▸ **Stored data**
● ● ●
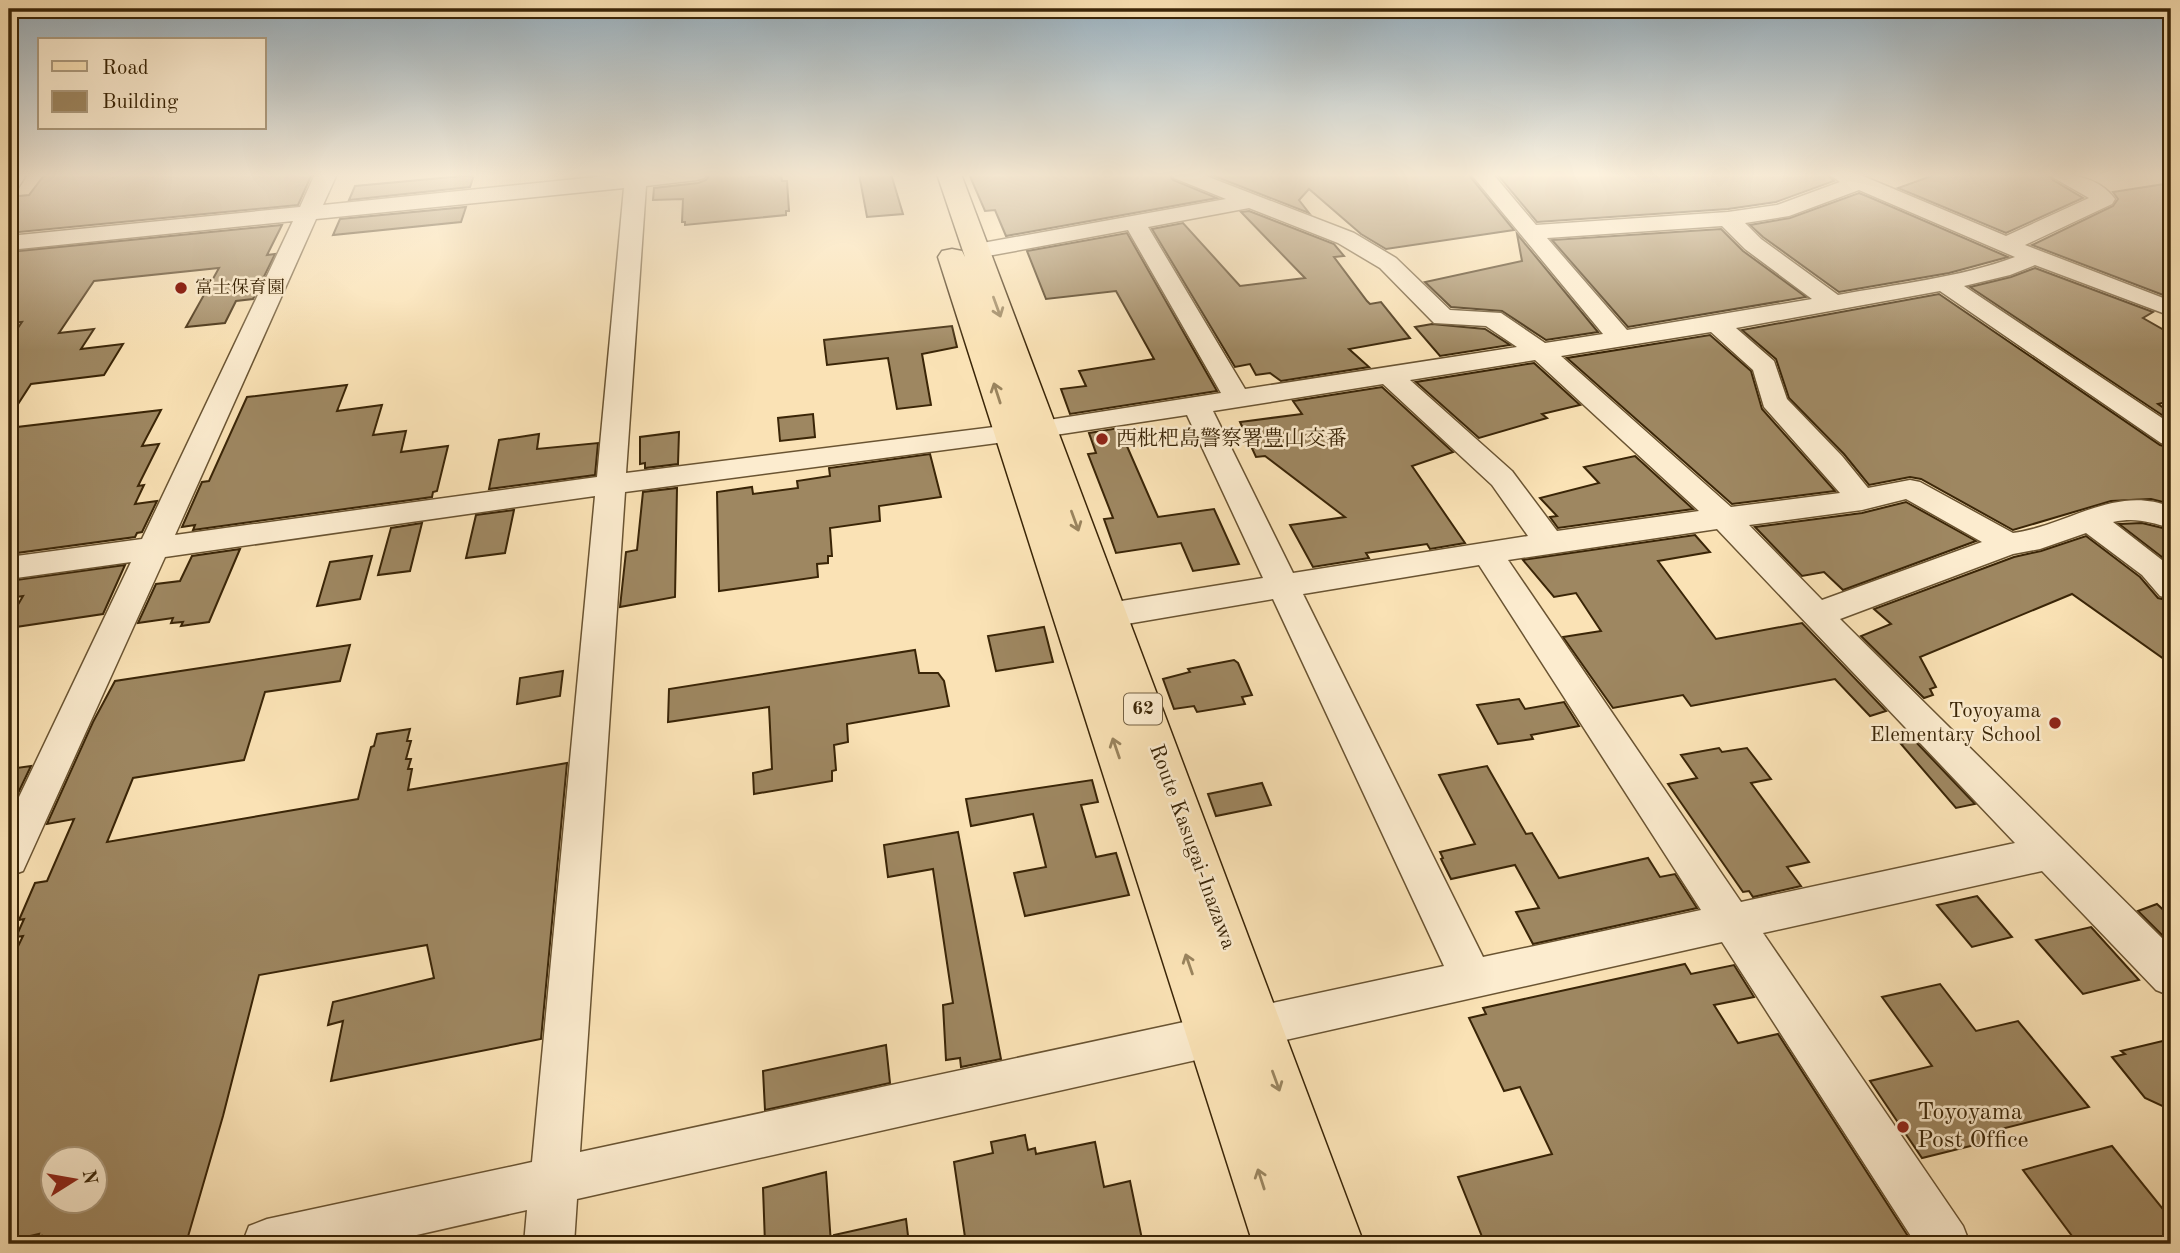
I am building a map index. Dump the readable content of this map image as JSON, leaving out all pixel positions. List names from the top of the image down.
{
  "streets": {
    "main road": ["62", "Route Kasugai-Inazawa"]
  },
  "places": [
    "富士保育園",
    "西枇杷島警察署豊山交番",
    "Toyoyama Elementary School",
    "Toyoyama Post Office"
  ],
  "legend": ["Road", "Building"],
  "north": "right"
}
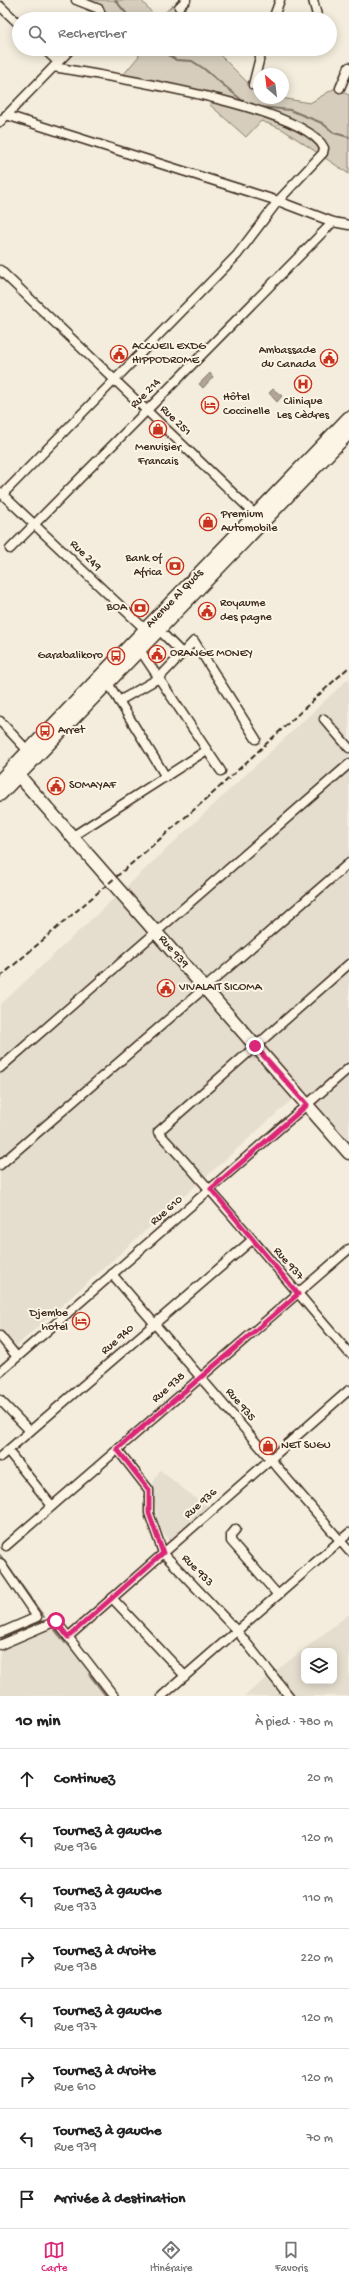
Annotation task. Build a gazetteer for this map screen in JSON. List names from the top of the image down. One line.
{"streets":{"main road":["Avenue Al Quds","Rue 939"],"street":["Rue 214","Rue 251","Rue 249","Rue 610","Rue 937","Rue 940","Rue 938","Rue 935","Rue 936","Rue 933"]},"crossings":[["Rue 214","Rue 251"],["Rue 214","Rue 249"],["Rue 251","Avenue Al Quds"],["Rue 249","Avenue Al Quds"],["Avenue Al Quds","Rue 939"],["Rue 939","Rue 610"],["Rue 939","Rue 937"],["Rue 610","Rue 937"],["Rue 610","Rue 935"],["Rue 937","Rue 940"],["Rue 937","Rue 938"],["Rue 940","Rue 935"],["Rue 938","Rue 935"],["Rue 938","Rue 933"],["Rue 935","Rue 936"],["Rue 936","Rue 933"]],"places":{"public building":["ACCUEIL EXDG HIPPODROME","Ambassade du Canada","Royaume des pagne","ORANGE MONEY","SOMAYAF","VIVALAIT SICOMA"],"hospital":["Clinique Les Cèdres"],"hotel":["Hôtel Coccinelle","Djembe hotel"],"shop":["Menuisier Francais","Premium Automobile","NET SUGU"],"bank":["Bank of Africa","BOA"],"bus stop":["Garabalikoro","Arret"]},"north":"top left","page":{"search":"Rechercher","heading":["10 min","À pied · 780 m"],"list":[["Continuez","20 m"],["Tournez à gauche","Rue 936","120 m"],["Tournez à gauche","Rue 933","110 m"],["Tournez à droite","Rue 938","220 m"],["Tournez à gauche","Rue 937","120 m"],["Tournez à droite","Rue 610","120 m"],["Tournez à gauche","Rue 939","70 m"],"Arrivée à destination"],"nav":["Carte","Itinéraire","Favoris"]}}
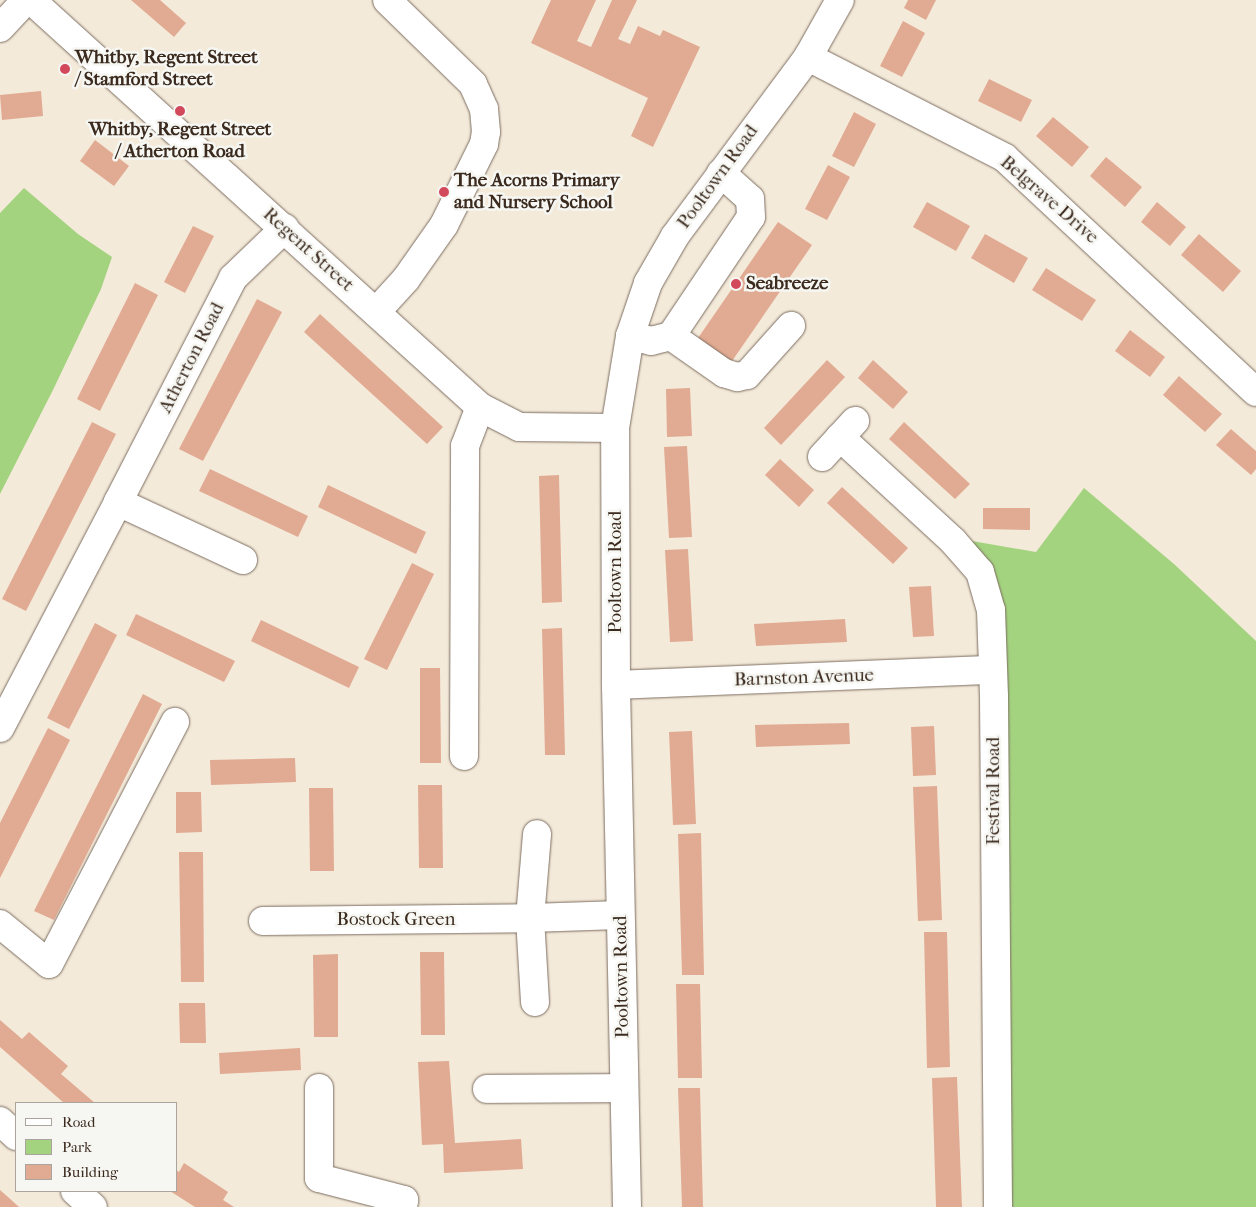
● ● ●
▸ **WORK TASK**
Pull out all lines containing the word "down" from the entries above.

▸ **WRITTEN SOLUTION**
I am building a map index. Dump the readable content of this map image as JSON, leaving out all pixel positions. List names from the top of the image down.
Annotation task. Build a gazetteer for this map screen in JSON. List names from the top of the image down. One line.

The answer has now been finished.